» **Task statement**:
Examine the entries and show every line in which the word "Edinburgh" is found.

» **Records provided**:

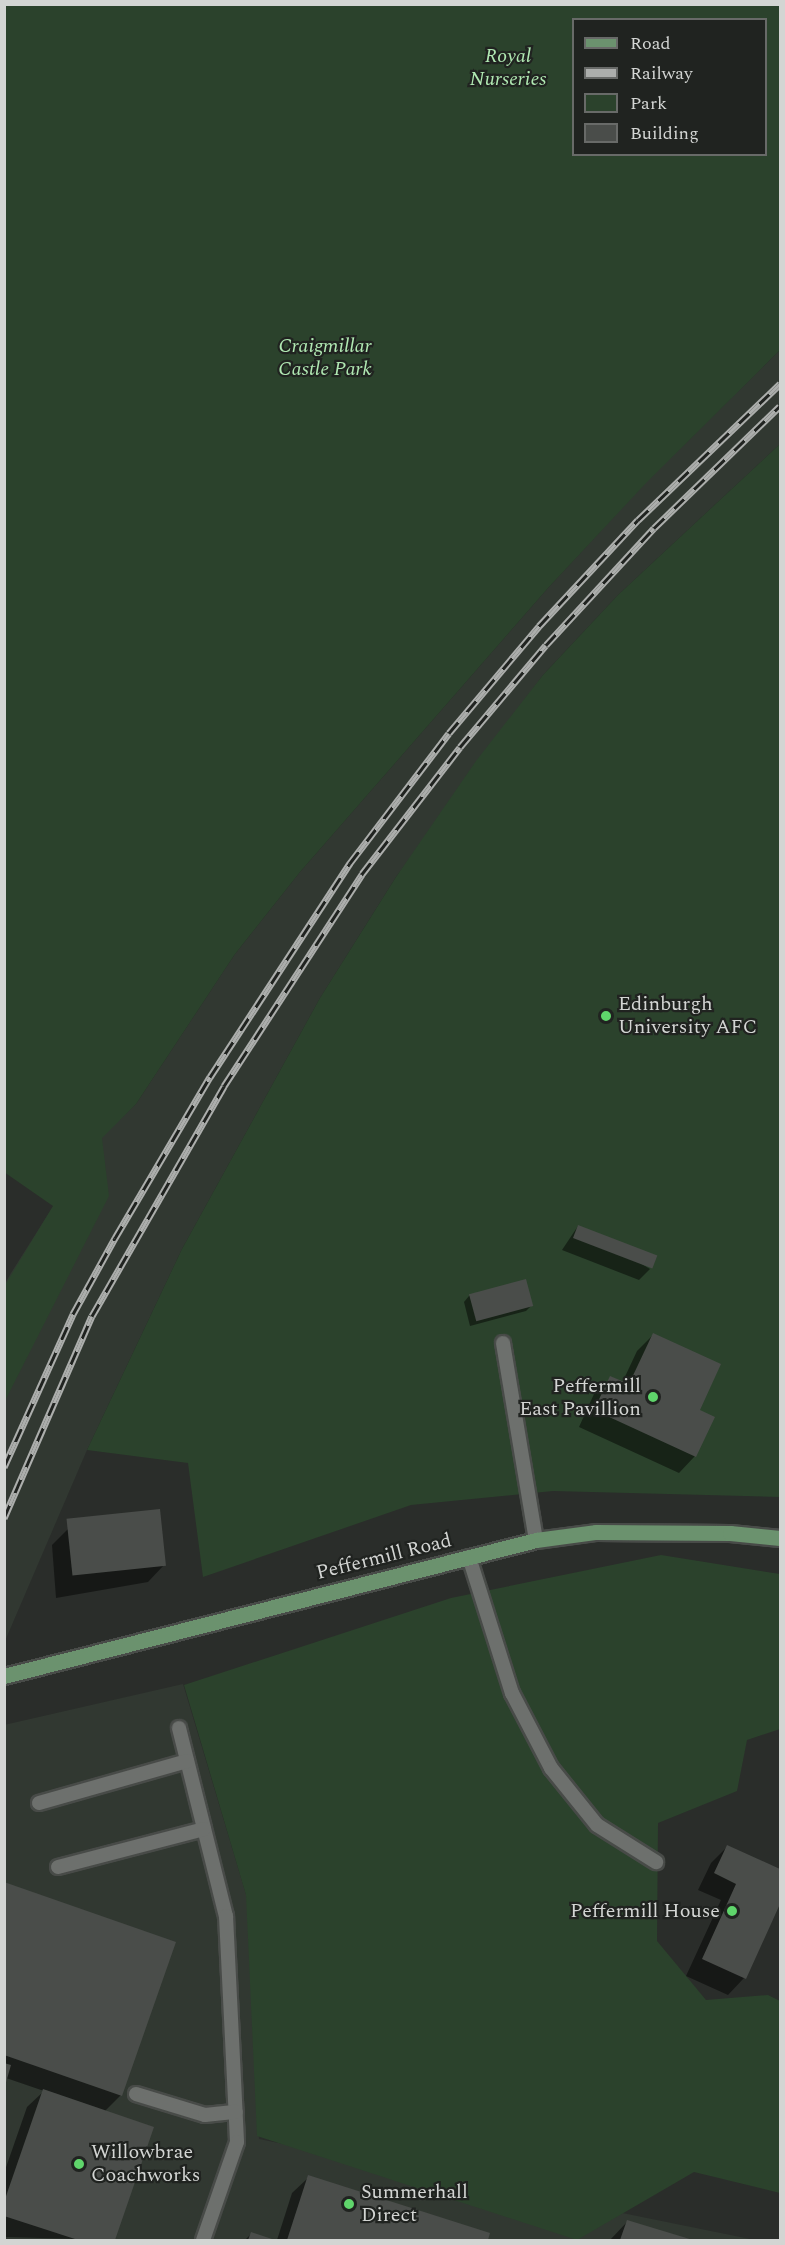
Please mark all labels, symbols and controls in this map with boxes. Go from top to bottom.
legend [572,18,767,156]
text: Road [630,30,671,57]
park label: Royal Nurseries [470,45,546,92]
text: Railway [630,60,693,87]
text: Park [630,90,667,117]
text: Building [630,120,699,147]
park label: Craigmillar Castle Park [278,334,372,381]
place label: Edinburgh University AFC [618,993,757,1040]
marker: Edinburgh University AFC [599,1009,613,1023]
place label: Peffermill East Pavillion [519,1374,641,1421]
marker: Peffermill East Pavillion [646,1390,660,1404]
street label: Peffermill Road [314,1529,454,1585]
place label: Peffermill House [570,1899,720,1923]
marker: Peffermill House [725,1904,739,1918]
place label: Willowbrae Coachworks [91,2140,200,2187]
marker: Willowbrae Coachworks [72,2157,86,2171]
place label: Summerhall Direct [361,2180,468,2227]
marker: Summerhall Direct [342,2197,356,2211]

» **Result for this exercise**:
place label: Edinburgh University AFC [618,993,757,1040]
marker: Edinburgh University AFC [599,1009,613,1023]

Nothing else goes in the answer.